Quelle crue est passée par là ?
Sans vouloir à toute force jouer les prophètes de
mauvais augure ou les apôtres de la nostalgie rance, il n’en reste pas moins tentant,
tout en profitant de la ressortie sur les écrans du Sorcerer de William
Friedkin dans une superbe version "director’s cut" restaurée, de voir un triste
signe des temps dans la comparaison entre l’accueil majoritairement
enthousiaste reçu il y a quelques mois par Mad Max: Fury Road (on a même parlé
çà et là de film de l’année) et l’échec sanglant qui accueillit, il y a bientôt
quarante ans, l’œuvre de Friedkin – descendue par la critique, et déprogrammée
en masse des salles obscures américaines pour faire de la place à StarWars –,
mettant un coup d’arrêt à la carrière à succès de son réalisateur, et plantant
l’un des premiers clous dans le cercueil du Nouvel Hollywood. Dans ce qu’on
pourrait appeler le registre du film de gros camion sous tension permanente,
Friedkin remis face à Miller rappelle en tout cas opportunément que l’on peut
être constamment impressionnant sans sacrifier, pour autant, quelques petites
choses comme le scénario, la caractérisation des personnages, la mise en scène,
la direction d’acteurs et le montage. Il faut juste, apparemment, être prêt à
attendre quelques décennies pour que le résultat commence à être reconnu...
Amère plaisanterie à part, Sorcerer, non seulement vaut mieux que les quelques
lignes dans l’histoire du cinéma sur son tournage-catastrophe auxquelles on l’a
trop longtemps réduit, mais mérite amplement le qualificatif de dantesque. Piètre
internationale du crime naufragée au trou du cul du diable, un terroriste
palestinien, un banquier véreux français, un petit malfrat du New Jersey, et un
mystérieux tueur à gages sud-américain (dont il n’est pas sûr qu’il ne soit pas
venu là initialement pour liquider l’un des trois autres) s’y engagent dans ce
qui est tout à la fois un voyage au bout de l’enfer et un chemin de croix
dépourvu de rédemption. Dans des décors d’autant plus hallucinants que filmés
de façon hallucinée – parfois jusqu’à la presque abstraction –, les deux
camions chargés d’explosifs instables, convoyés à travers trois cent kilomètres
de jungle, paraissent eux-mêmes des créatures monstrueuses, presque vivantes
sous leur carapace de métal, se déplaçant lourdement dans une nature hostile et
carnassière.

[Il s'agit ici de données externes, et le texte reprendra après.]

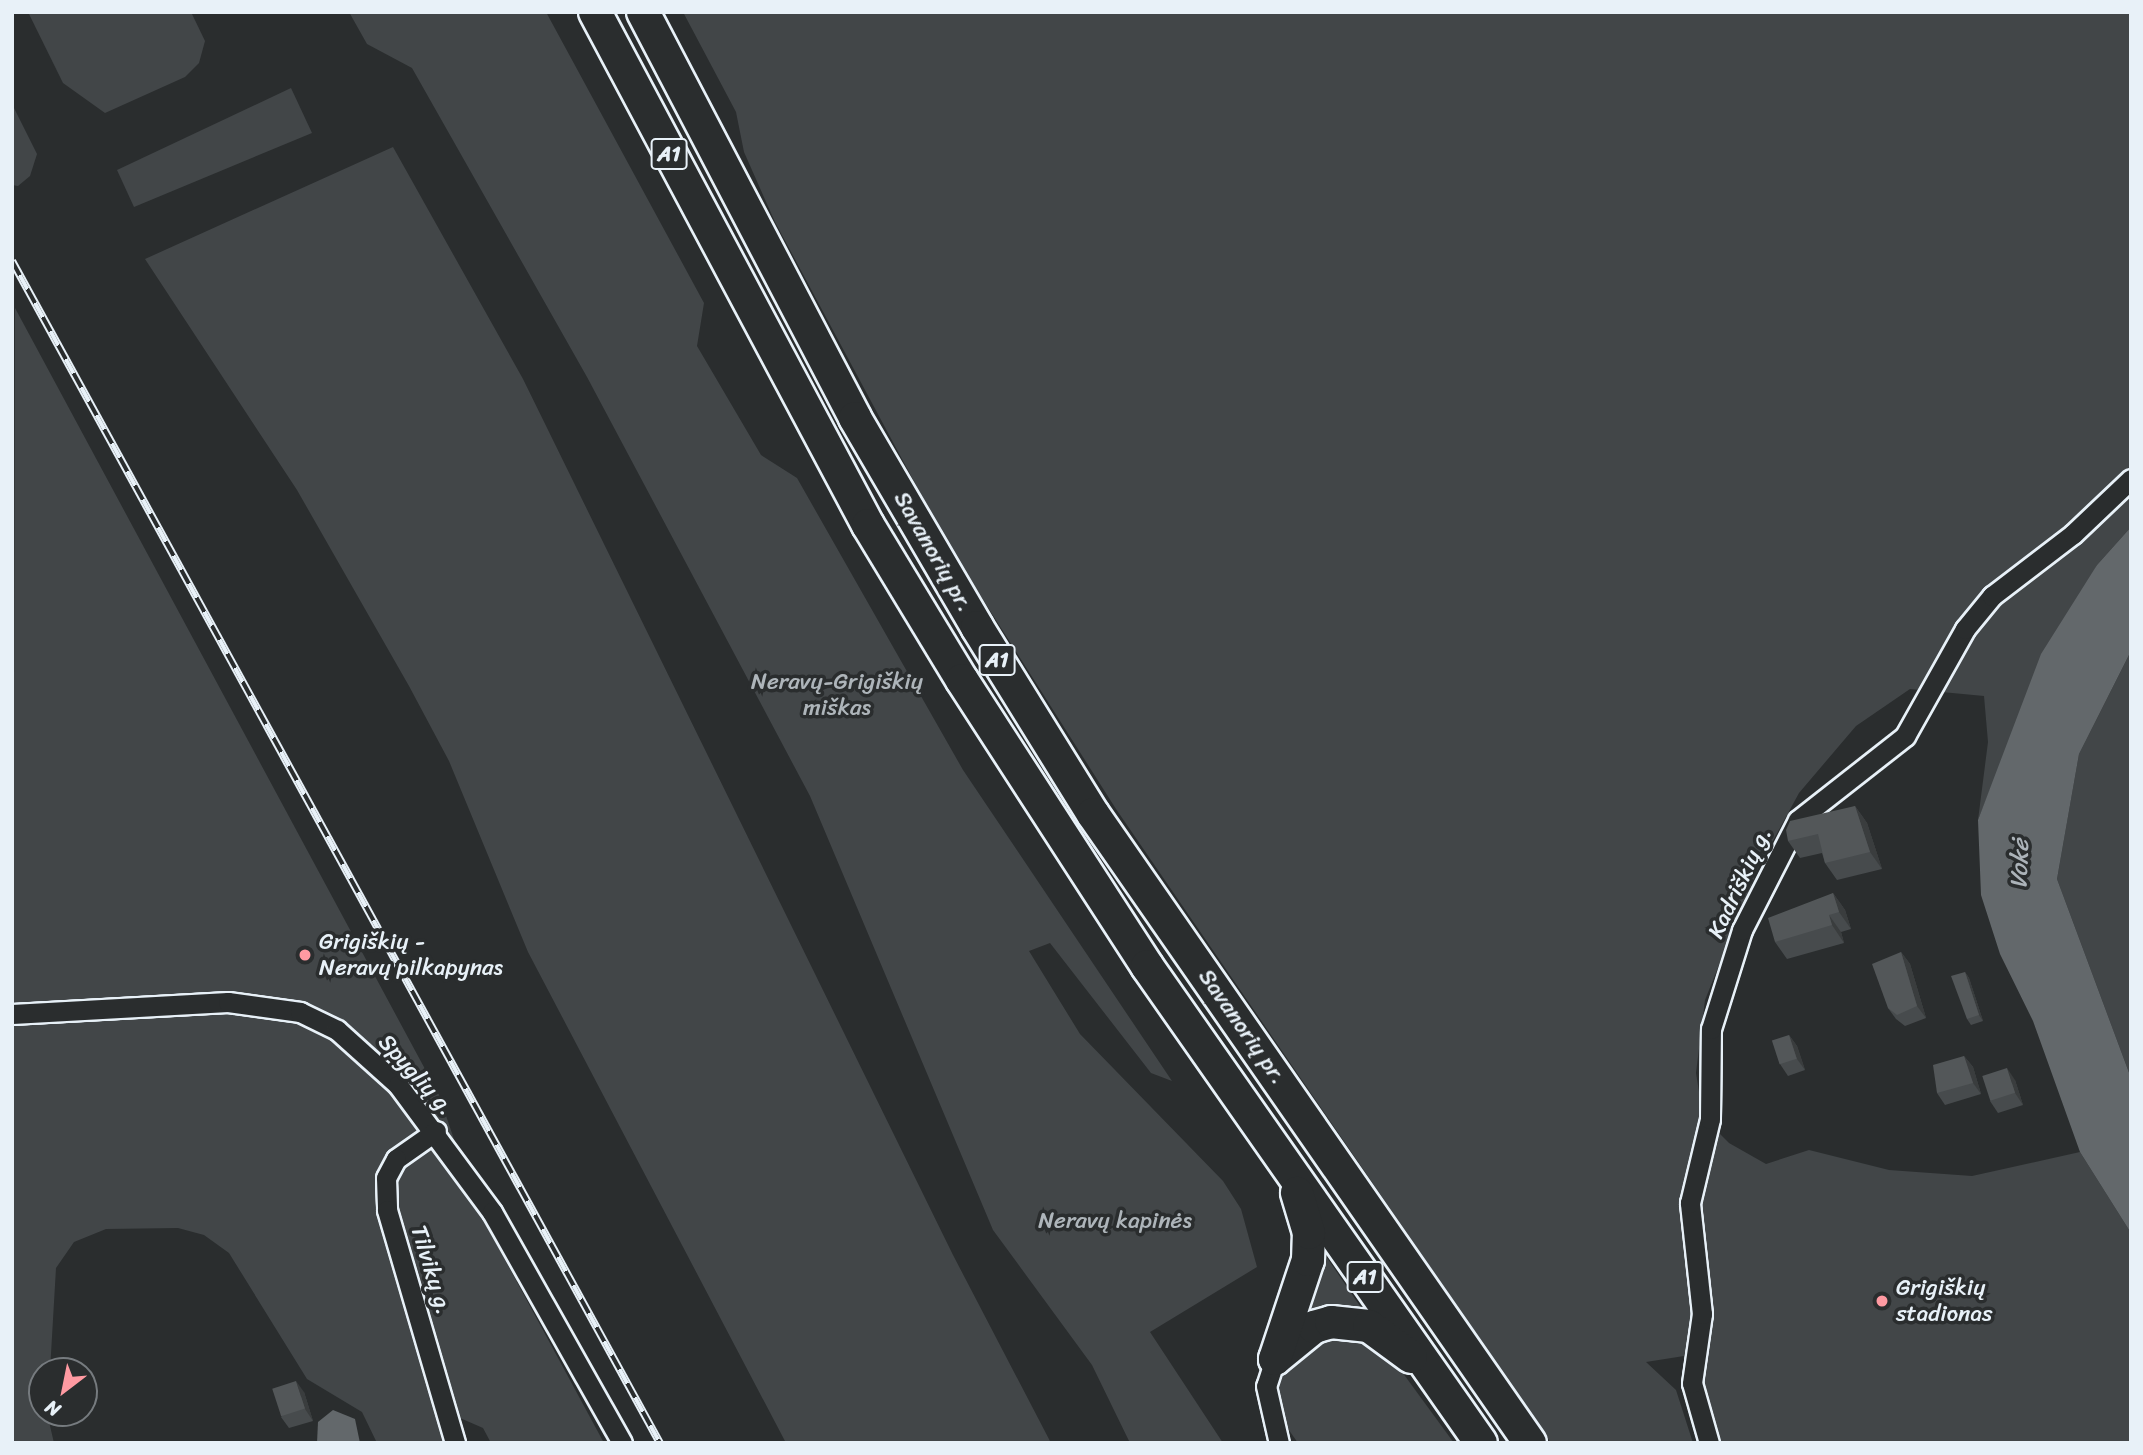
<!DOCTYPE html>
<html>
<head>
<meta charset="utf-8">
<style>
	body { margin:0 }
	#map { position:relative; width:2143px; height:1455px; overflow:hidden; background:#2a2d2e; font-family:Sriracha,sans-serif }
	div>[style] { position:absolute }
	.green>* { inset:0; background:#424648 }
	.water>* { inset:0; background:#63686b }
	.roads { filter:drop-shadow(2px 0 #e8f1f8) drop-shadow(-2px 0 #e8f1f8) drop-shadow(0 2px #e8f1f8) drop-shadow(0 -2px #e8f1f8) }
	.minor>* { height:19px; margin:-9.5px; padding:0 9.5px; transform-origin:9.5px; border-radius:9.5px; background:#2a2d2e }
	.trunk>* { height:32px; margin:-16px; padding:0 16px; transform-origin:16px; border-radius:16px; background:#2a2d2e }
	.rail>* { height:8px; margin-top:-4px; transform-origin:0; background:repeating-linear-gradient(90deg,#2a2d2e 0 16px,#e8f1f8 0 32px); box-sizing:border-box; border-block:2px solid #e8f1f8 }
	.wall>* { inset:0; background:#474b4d }
	.shaded-wall>* { inset:0; background:#3a3d3e }
	.building>* { inset:0; background:#535759; transform-origin:0 0 }
	.dots>* { width:19px; height:19px; translate:-50% -50%; box-sizing:border-box; border:4px solid #2a2d2e; border-radius:50% }
	span { translate:-50% -50%; white-space:nowrap; text-align:center; line-height:1.15; -webkit-text-stroke:7px #2a2d2e; paint-order:stroke }
	.shield-label span { padding:2px 5px; background:#2a2d2e; border:2px solid; border-radius:5px; -webkit-text-stroke-width:0 }
	.shield-label { font-size:21px; color:#e8f1f8; font-weight:700 }
	.street-label { font-size:23px; color:#e8f1f8 }
	.park-label { font-size:23px; color:#aeb5ba }
	.poi-label { font-size:23px; color:#e8f1f8 }
	.left { translate:0 -50%; text-align:left }
	.water-label { font-size:24px; color:#acb3b9; font-style:italic }
	.frame { position:absolute; inset:0; border:14px solid #e8f1f8; pointer-events:none }
	.north { position:absolute; left:28px; top:1357px; width:70px; height:70px; box-sizing:border-box; background:#2a2d2e; border:2px solid #767b7f; border-radius:50%; rotate:212deg; font-size:19px; font-weight:700; line-height:28px; text-align:center; color:#e8f1f8 }
	.north::after { content:''; display:block; margin:auto; width:24px; height:32px; background:#ff9aa2; clip-path:polygon(50% 0,100% 100%,50% 72%,0 100%) }
</style>
</head>
<body>
<div id="map">
	<div class="green">
		<div style="clip-path:polygon(28px 12px,191px 12px,205px 41px,199px 63px,185px 77px,105px 113px,63px 83px)"></div>
		<div style="clip-path:polygon(349px 12px,546px 12px,704px 303px,697px 346px,761px 455px,797px 478px,963px 770px,1172px 1081px,1151px 1073px,1050px 943px,1029px 951px,1080px 1034px,1223px 1181px,1241px 1209px,1257px 1267px,1150px 1332px,1223px 1443px,1130px 1443px,1092px 1365px,993px 1230px,810px 796px,587px 377px,412px 68px,367px 44px)"></div>
		<div style="clip-path:polygon(683px 12px,2131px 12px,2131px 527px,2097px 565px,2010px 740px,1978px 820px,1988px 742px,1984px 696px,1910px 689px,1856px 726px,1799px 793px,1758px 868px,1705px 1000px,1696px 1073px,1703px 1117px,1729px 1143px,1766px 1164px,1809px 1150px,1889px 1170px,1972px 1176px,2080px 1152px,2131px 1233px,2131px 1443px,1717px 1443px,1696px 1362px,1684px 1356px,1646px 1362px,1676px 1390px,1693px 1443px,1551px 1443px,1116px 809px,947px 543px,775px 222px,744px 152px,736px 112px)"></div>
		<div style="clip-path:polygon(291px 88px,312px 133px,134px 207px,117px 170px)"></div>
		<div style="clip-path:polygon(12px 104px,37px 154px,30px 176px,18px 186px,12px 185px)"></div>
		<div style="clip-path:polygon(393px 147px,523px 379px,953px 1255px,1051px 1443px,786px 1443px,528px 952px,449px 761px,409px 686px,297px 490px,145px 259px)"></div>
		<div style="clip-path:polygon(15px 308px,439px 1095px,478px 1210px,604px 1443px,491px 1443px,483px 1428px,460px 1418px,442px 1443px,377px 1443px,362px 1412px,307px 1379px,229px 1253px,204px 1235px,178px 1228px,106px 1229px,74px 1242px,56px 1268px,50px 1371px,42px 1371px,42px 1413px,47px 1413px,54px 1443px,12px 1443px)"></div>
		<div style="clip-path:polygon(2131px 651px,2131px 1078px,2057px 879px,2079px 754px)"></div>
		<div style="clip-path:polygon(1319px 1246px,1364px 1312px,1306px 1320px,1300px 1306px)"></div>
		<div style="clip-path:polygon(1338px 1328px,1386px 1350px,1454px 1443px,1298px 1443px,1279px 1416px,1279px 1385px,1291px 1358px)"></div>
	</div>
	<div class="water">
		<div style="clip-path:polygon(2131px 527px,2131px 651px,2079px 754px,2057px 879px,2131px 1078px,2131px 1233px,2080px 1152px,2033px 1021px,2000px 954px,1981px 895px,1978px 820px,2041px 654px,2097px 565px)"></div>
		<div style="clip-path:polygon(333px 1410px,355px 1419px,360px 1443px,317px 1443px,318px 1422px)"></div>
	</div>
	<div class="roads">
		<div class="minor">
			<div style="left:12px;top:1014px;width:216px;rotate:-3.2deg"></div>
			<div style="left:228px;top:1002px;width:73px;rotate:7.9deg"></div>
			<div style="left:300px;top:1012px;width:41px;rotate:25.9deg"></div>
			<div style="left:337px;top:1030px;width:82px;rotate:42deg"></div>
			<div style="left:398px;top:1085px;width:158px;rotate:53.5deg"></div>
			<div style="left:492px;top:1212px;width:265px;rotate:60.6deg"></div>
			<div style="left:436px;top:1131px;width:49px;rotate:145deg"></div>
			<div style="left:396px;top:1159px;width:21px;rotate:118deg"></div>
			<div style="left:386px;top:1178px;width:32px;rotate:88deg"></div>
			<div style="left:387px;top:1210px;width:243px;rotate:73.7deg"></div>
			<div style="left:1275px;top:1359px;width:28px;rotate:108deg"></div>
			<div style="left:1266px;top:1386px;width:58px;rotate:77.2deg"></div>
			<div style="left:1709px;top:1443px;width:62px;rotate:-105.8deg"></div>
			<div style="left:1692px;top:1383px;width:70px;rotate:-81.8deg"></div>
			<div style="left:1702px;top:1314px;width:112px;rotate:-96.2deg"></div>
			<div style="left:1690px;top:1203px;width:86px;rotate:-76.6deg"></div>
			<div style="left:1710px;top:1119px;width:90px;rotate:-89.4deg"></div>
			<div style="left:1711px;top:1029px;width:104px;rotate:-72.6deg"></div>
			<div style="left:1742px;top:930px;width:123px;rotate:-63deg"></div>
			<div style="left:1798px;top:820px;width:136px;rotate:-38.1deg"></div>
			<div style="left:1905px;top:736px;width:123px;rotate:-60.7deg"></div>
			<div style="left:1965px;top:629px;width:43px;rotate:-50.7deg"></div>
			<div style="left:1992px;top:596px;width:102px;rotate:-37.4deg"></div>
			<div style="left:2073px;top:534px;width:80px;rotate:-43.5deg"></div>
		</div>
		<div class="trunk">
			<div style="left:595px;top:12px;width:581px;rotate:61.98deg"></div>
			<div style="left:868px;top:525px;width:181px;rotate:58.8deg"></div>
			<div style="left:962px;top:680px;width:341px;rotate:57.1deg"></div>
			<div style="left:1147px;top:966px;width:582px;rotate:55deg"></div>
			<div style="left:643px;top:12px;width:458px;rotate:62.4deg"></div>
			<div style="left:855px;top:418px;width:242px;rotate:59.7deg"></div>
			<div style="left:977px;top:627px;width:220px;rotate:58.2deg"></div>
			<div style="left:1093px;top:814px;width:766px;rotate:55.21deg"></div>
			<div style="left:1275px;top:1359px;width:50px;rotate:-39.4deg"></div>
			<div style="left:1314px;top:1327px;width:18px;rotate:-16deg"></div>
			<div style="left:1331px;top:1322px;width:38px;rotate:6deg"></div>
			<div style="left:1369px;top:1326px;width:52px;rotate:36.4deg"></div>
			<div style="left:1275px;top:1359px;width:104px;rotate:-71.6deg"></div>
			<div style="left:1308px;top:1260px;width:27px;rotate:-88deg"></div>
			<div style="left:1309px;top:1233px;width:42px;rotate:-106.7deg"></div>
		</div>
	</div>
	<div class="rail">
		<div style="left:12px;top:261px;width:1348px;rotate:61.27deg"></div>
	</div>
	<div class="wall">
		<div style="clip-path:polygon(1855px 806px,1867px 823px,1882px 869px,1837px 880px,1825px 863px,1822px 853px,1800px 858px,1788px 841px)"></div>
		<div style="clip-path:polygon(1833px 893px,1845px 910px,1851px 929px,1841px 932px,1844px 943px,1787px 959px,1775px 942px)"></div>
		<div style="clip-path:polygon(1901px 952px,1910px 964px,1926px 1018px,1905px 1026px,1896px 1019px,1888px 1008px)"></div>
		<div style="clip-path:polygon(1965px 972px,1969px 978px,1983px 1021px,1971px 1025px,1967px 1019px)"></div>
		<div style="clip-path:polygon(1789px 1035px,1797px 1046px,1805px 1070px,1788px 1076px,1780px 1064px)"></div>
		<div style="clip-path:polygon(1964px 1056px,1973px 1067px,1981px 1094px,1945px 1105px,1937px 1093px)"></div>
		<div style="clip-path:polygon(2015px 1080px,2023px 1105px,1998px 1113px,1990px 1101px)"></div>
		<div style="clip-path:polygon(304px 1392px,313px 1421px,289px 1428px,281px 1417px)"></div>
	</div>
	<div class="shaded-wall">
		<div style="clip-path:polygon(1855px 806px,1867px 823px,1882px 869px,1870px 852px)"></div>
		<div style="clip-path:polygon(1833px 893px,1845px 910px,1851px 929px,1839px 912px)"></div>
		<div style="clip-path:polygon(1829px 915px,1841px 932px,1844px 943px,1832px 925px)"></div>
		<div style="clip-path:polygon(1901px 952px,1910px 964px,1926px 1018px,1917px 1006px)"></div>
		<div style="clip-path:polygon(1965px 972px,1969px 978px,1983px 1021px,1979px 1015px)"></div>
		<div style="clip-path:polygon(1789px 1035px,1797px 1046px,1805px 1070px,1797px 1059px)"></div>
		<div style="clip-path:polygon(1964px 1056px,1973px 1067px,1981px 1094px,1973px 1083px)"></div>
		<div style="clip-path:polygon(2007px 1068px,2015px 1080px,2023px 1105px,2015px 1093px)"></div>
		<div style="clip-path:polygon(296px 1381px,304px 1392px,313px 1421px,305px 1409px)"></div>
	</div>
	<div class="building">
		<div style="clip-path:polygon(1855px 806px,1870px 852px,1825px 863px,1818px 834px,1788px 841px,1786px 830px,1790px 821px)"></div>
		<div style="clip-path:polygon(1833px 893px,1839px 912px,1829px 915px,1832px 925px,1775px 942px,1768px 918px)"></div>
		<div style="clip-path:polygon(1901px 952px,1917px 1006px,1897px 1015px,1888px 1008px,1872px 964px)"></div>
		<div style="clip-path:polygon(1965px 972px,1979px 1015px,1967px 1019px,1951px 976px)"></div>
		<div style="left:1789px;top:1035px;width:25px;height:18px;rotate:72deg"></div>
		<div style="clip-path:polygon(1964px 1056px,1973px 1083px,1937px 1093px,1933px 1065px)"></div>
		<div style="left:2007px;top:1068px;width:26px;height:26px;rotate:72deg"></div>
		<div style="left:296px;top:1381px;width:29px;height:25px;rotate:72deg"></div>
	</div>
	<div class="dots">
		<div style="left:305px;top:955px;background:#ff9aa2"></div>
		<div style="left:1882px;top:1301px;background:#ff9aa2"></div>
	</div>
	<div class="shield-label">
		<span style="left:669px;top:154px">A1</span>
		<span style="left:997px;top:660px">A1</span>
		<span style="left:1365px;top:1277px">A1</span>
	</div>
	<div class="street-label">
		<span style="left:933px;top:552px;rotate:60deg">Savanorių pr.</span>
		<span style="left:1740px;top:883px;rotate:-65deg">Kadriškių g.</span>
		<span style="left:1242px;top:1027px;rotate:55deg">Savanorių pr.</span>
		<span style="left:416px;top:1075px;rotate:48deg">Spyglių g.</span>
		<span style="left:431px;top:1270px;rotate:73deg">Tilvikų g.</span>
	</div>
	<div class="park-label">
		<span style="left:837px;top:695px">Neravų-Grigiškių<br>miškas</span>
		<span style="left:1115px;top:1221px">Neravų kapinės</span>
	</div>
	<div class="poi-label">
		<span class="left" style="left:319px;top:955px">Grigiškių -<br>Neravų pilkapynas</span>
		<span class="left" style="left:1896px;top:1301px">Grigiškių<br>stadionas</span>
	</div>
	<div class="water-label">
		<span style="left:2020px;top:864px;rotate:-88deg">Vokė</span>
	</div>
	<div class="frame"></div>
	<div class="north">N</div>
</div>
</body>
</html>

Dans ce contexte, les hommes ne sont, eux, que dérisoires
poissons-pilotes, voire mouches du coche, dont la tragique illusion de contrôle
ne pourra que se retourner contre eux. Nous attacher à ces personnages
patibulaires et condamnés n’étant pas l’un des moindres mérites du film. Maître
d’œuvre de ce spectacle d’anéantissement, Friedkin pouvait-il espérer un
meilleur sort ? En 1978, il entendait tout à la fois surpasser Le Salaire
de la peur de Clouzot et, paraît-il, se mesurer à l’Apocalypse Now de Coppola ; en
2015, son chef-d’œuvre maudit (comme on dit dans Télérama) fait office de
réponse à un navet hystérique qui, même en faisant la part des origines
foraines du Septième Art, tient plus de la représentation d’un Cirque du Soleil
converti aux oripeaux du death metal que de ce qu’on peut appeler le cinéma.